One of the most athletic dogs is also one of the most rambunctious when it comes to defining their independence. You may find your greyhound doesn't listen perfectly to commands, simply because they're bred to excel at high-energy events.

Borzoi

Borzoi
An owner cuddles his Russian Borzoi on the first day of Crufts dog show at the National Exhibition Centre on March 5, 2015, in Birmingham, England. Carl Court/Getty Images/Getty

These odd-looking pups, which an incredibly long snout, are super loving and will do their best to live up to human expectations. That doesn't mean their training is a breeze, though.

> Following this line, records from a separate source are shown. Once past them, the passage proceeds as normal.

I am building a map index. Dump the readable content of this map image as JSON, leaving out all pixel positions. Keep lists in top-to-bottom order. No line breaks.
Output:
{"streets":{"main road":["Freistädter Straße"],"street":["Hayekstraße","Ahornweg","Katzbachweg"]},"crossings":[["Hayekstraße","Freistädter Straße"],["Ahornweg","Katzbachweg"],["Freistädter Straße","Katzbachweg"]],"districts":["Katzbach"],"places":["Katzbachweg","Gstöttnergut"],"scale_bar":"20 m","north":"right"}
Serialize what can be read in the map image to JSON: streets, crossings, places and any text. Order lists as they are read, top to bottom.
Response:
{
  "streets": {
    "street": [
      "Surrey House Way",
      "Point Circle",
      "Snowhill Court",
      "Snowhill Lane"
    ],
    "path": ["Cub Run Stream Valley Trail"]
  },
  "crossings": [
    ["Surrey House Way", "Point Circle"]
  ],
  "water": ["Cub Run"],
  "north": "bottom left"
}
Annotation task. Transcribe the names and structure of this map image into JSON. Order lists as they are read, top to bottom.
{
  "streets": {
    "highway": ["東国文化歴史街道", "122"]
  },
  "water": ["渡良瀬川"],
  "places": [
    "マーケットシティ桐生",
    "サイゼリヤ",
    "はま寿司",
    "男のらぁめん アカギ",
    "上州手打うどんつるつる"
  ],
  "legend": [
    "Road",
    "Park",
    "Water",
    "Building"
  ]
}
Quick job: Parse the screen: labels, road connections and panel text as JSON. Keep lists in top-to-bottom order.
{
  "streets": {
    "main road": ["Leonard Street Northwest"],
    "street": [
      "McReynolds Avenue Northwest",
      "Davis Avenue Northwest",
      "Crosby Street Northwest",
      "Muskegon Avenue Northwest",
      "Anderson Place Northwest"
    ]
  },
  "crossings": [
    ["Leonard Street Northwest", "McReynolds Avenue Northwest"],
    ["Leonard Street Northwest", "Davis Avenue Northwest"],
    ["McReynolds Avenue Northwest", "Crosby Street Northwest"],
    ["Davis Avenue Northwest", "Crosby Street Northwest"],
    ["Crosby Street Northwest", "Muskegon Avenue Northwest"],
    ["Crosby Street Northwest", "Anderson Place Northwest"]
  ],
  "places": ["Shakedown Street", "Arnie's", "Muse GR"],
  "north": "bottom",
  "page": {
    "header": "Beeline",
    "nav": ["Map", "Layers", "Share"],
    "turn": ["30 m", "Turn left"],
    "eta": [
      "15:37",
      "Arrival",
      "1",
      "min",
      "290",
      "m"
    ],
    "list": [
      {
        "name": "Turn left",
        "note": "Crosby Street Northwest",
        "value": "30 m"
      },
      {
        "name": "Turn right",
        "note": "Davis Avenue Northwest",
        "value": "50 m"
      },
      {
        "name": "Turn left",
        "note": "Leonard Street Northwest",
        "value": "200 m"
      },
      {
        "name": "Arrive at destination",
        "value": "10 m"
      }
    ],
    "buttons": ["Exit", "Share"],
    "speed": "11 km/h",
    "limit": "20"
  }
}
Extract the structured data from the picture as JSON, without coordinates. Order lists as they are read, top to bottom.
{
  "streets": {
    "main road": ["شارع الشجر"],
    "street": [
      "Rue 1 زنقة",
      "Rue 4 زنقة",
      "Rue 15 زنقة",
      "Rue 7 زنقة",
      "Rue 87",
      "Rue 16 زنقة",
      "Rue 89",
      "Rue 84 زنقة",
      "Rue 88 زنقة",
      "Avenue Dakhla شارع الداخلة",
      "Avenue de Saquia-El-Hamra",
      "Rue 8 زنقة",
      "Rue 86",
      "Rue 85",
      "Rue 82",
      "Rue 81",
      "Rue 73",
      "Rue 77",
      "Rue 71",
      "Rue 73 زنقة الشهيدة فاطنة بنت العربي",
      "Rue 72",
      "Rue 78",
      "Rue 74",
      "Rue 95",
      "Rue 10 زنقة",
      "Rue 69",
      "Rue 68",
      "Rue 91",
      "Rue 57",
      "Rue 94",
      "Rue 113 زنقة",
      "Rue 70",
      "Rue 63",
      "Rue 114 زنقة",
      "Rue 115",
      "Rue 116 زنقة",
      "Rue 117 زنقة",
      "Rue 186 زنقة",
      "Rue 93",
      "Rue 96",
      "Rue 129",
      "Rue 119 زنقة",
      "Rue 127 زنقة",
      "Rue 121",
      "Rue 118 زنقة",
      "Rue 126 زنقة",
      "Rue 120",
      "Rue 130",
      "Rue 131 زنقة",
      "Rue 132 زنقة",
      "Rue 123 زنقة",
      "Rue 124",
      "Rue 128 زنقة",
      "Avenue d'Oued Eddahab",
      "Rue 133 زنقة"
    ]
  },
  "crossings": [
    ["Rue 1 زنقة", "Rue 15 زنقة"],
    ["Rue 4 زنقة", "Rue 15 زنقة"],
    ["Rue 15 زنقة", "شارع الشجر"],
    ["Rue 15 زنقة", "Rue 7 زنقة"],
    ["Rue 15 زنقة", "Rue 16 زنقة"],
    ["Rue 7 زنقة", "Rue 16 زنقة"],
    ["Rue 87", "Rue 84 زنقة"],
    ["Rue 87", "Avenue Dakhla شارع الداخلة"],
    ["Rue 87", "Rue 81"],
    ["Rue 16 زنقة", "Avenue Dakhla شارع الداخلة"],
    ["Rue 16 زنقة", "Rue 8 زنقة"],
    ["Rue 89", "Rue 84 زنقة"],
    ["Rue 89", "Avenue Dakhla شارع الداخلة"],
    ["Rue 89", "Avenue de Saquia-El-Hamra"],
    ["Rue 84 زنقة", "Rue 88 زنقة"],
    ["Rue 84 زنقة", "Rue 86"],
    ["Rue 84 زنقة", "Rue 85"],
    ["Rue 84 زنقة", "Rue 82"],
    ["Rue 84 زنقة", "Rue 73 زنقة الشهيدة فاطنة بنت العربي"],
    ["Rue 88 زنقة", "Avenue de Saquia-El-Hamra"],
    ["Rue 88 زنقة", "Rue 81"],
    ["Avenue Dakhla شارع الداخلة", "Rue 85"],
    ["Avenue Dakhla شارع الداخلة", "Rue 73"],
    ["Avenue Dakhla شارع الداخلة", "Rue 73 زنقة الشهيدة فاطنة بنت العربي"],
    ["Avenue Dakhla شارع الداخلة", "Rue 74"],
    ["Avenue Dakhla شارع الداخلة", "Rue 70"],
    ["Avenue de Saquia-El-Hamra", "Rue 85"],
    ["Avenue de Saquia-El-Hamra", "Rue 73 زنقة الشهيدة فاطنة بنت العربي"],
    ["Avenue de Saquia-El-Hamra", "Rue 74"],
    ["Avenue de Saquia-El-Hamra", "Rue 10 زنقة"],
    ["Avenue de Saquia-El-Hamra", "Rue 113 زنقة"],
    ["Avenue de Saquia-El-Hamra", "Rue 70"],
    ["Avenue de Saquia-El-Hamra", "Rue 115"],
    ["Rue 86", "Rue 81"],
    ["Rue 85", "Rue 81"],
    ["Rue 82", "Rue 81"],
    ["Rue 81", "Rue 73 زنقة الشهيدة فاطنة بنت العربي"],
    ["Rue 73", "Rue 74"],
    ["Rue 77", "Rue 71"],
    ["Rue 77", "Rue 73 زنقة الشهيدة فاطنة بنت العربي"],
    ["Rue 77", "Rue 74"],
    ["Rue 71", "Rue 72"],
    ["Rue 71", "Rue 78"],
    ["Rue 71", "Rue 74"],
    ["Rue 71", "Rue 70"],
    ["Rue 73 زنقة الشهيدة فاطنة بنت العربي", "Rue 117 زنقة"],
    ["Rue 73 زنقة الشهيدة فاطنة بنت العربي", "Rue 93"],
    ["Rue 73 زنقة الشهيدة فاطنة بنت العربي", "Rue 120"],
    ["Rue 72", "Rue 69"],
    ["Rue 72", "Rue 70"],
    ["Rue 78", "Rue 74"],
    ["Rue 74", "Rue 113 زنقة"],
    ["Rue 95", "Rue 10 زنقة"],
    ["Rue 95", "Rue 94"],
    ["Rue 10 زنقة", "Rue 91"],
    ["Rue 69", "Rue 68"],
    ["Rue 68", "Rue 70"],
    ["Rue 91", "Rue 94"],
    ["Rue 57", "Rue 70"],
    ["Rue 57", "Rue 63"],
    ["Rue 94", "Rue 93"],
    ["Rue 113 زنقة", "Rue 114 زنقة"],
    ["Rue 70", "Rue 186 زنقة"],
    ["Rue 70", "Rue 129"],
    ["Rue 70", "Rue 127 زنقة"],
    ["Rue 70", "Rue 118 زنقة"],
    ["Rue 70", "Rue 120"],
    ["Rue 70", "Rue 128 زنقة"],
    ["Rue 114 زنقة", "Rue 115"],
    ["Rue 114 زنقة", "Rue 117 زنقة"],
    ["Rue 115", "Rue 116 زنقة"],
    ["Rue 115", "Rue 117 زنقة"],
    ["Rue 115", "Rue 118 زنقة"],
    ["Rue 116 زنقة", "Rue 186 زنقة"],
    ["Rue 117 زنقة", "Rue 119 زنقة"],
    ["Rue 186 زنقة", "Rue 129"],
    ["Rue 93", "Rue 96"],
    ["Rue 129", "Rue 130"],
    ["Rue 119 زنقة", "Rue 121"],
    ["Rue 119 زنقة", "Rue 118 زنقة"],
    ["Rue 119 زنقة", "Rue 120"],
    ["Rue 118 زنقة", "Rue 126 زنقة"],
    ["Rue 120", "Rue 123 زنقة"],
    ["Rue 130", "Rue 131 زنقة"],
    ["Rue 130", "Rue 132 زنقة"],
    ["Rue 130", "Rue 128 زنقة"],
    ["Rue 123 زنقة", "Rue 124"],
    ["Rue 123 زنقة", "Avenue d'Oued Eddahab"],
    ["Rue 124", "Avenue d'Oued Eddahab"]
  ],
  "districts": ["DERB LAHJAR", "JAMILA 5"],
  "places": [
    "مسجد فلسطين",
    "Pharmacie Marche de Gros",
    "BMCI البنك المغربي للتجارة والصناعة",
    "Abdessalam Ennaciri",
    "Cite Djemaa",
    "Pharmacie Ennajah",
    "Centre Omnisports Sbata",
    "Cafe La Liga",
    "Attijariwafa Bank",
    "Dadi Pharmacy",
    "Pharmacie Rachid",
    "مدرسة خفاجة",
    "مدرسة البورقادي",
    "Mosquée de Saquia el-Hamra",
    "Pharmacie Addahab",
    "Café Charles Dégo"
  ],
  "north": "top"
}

The AKC explains: "In their quiet, catlike way they can be stubborn, and training is best accomplished with patience, consistency, and good humor."

Bullmastiff

Bullmastiff
A Bullmastiff rests in the benching area during day two of competition at the Westminster Kennel Club 140th Annual Dog Show at Pier 92/94 on February 16, 2016, in New York City. Matthew Eisman/WireImage/Getty

These giant dogs make adulthood training nearly impossible, simply because they're as large as a human. It's best to train your bullmastiff impeccably while it's still a puppy or, "while the puppy is still small enough to control," according to the AKC.

Chesapeake Bay Retriever

Chessie dog
A Chesapeake Bay retriever dog looks out from its pen on the first day of the Crufts dog show at the National Exhibition Centre in Birmingham, central England, on March 7, 2019. OLI SCARFF/AFP via Getty Images/Getty

Also known as Chessies, these pups are notoriously independent...so much so they may ignore your commands entirely. Chessies have a strong sense of what they want and need, and will push beyond their owner's asks to achieve it.

Kuvasz

dog named hashtag
Hashtag, 3, a Kuvasz, leans over the wall while competing during the National Dog Show held at the Greater Philadelphia Expo Center on November 16, 2019 in Oaks, Pennsylvania. Mark Makela/Getty Images/Getty

These dogs are the best of many things. They're kind with kids, bring a sense of humor to daily life and they're regal as they come. But the Kuvasz is also described as independent, which means keeping their owner happy may not be at the top of their list.

Bloodhound

Bloodhounds
Bloodhounds are lined up in the ring during the first day of the 134th Westminster Kennel Club Dog Show at Madison Square Garden in New York, February 15, 2010. The country's premier dog show runs for two days. TIMOTHY A. CLARY/AFP via Getty Images/Getty

If you have an image of a bloodhound in your head, it's probably sniffing around curiously. These canines have incredible intelligence and a nose capable of anything. Sometimes, that leads to trouble though. Scents can be distracting as you try to teach your pup how to be the best boy ever.

Chow Chow

Chow Chow
A Chow Chow sits in it's kennel on Day one of Crufts at the Birmingham NEC Arena on March 8, 2012, in Birmingham, England. Dan Kitwood/Getty Images/Getty

Unlike some dogs listed above, Chow Chows are a very mild-tempered breed. They listen as much as they can, and are known to be one of the most hygienic dog choices. But they're also described as "aloof" by the AKC, meaning they won't necessarily be the smartest when it comes to major training achievements.

Canaan Dog

While there aren't any photos of this breed available, it's one of the longest-registered purebreds in the AKC guide.

In order to get a grip on your Canaan, you're going to need to train aggressively early on. These pups will declare themselves the leader of the pack if you don't step in first. "They will end up "owning" passive owners who haven't establish themselves as top dog in the family pack," the AKC explains.

However, you choose to train your dog is up to you. You can have a "hard-to-train" breed with perfect manners if you comply with the breed's difficulties and successes.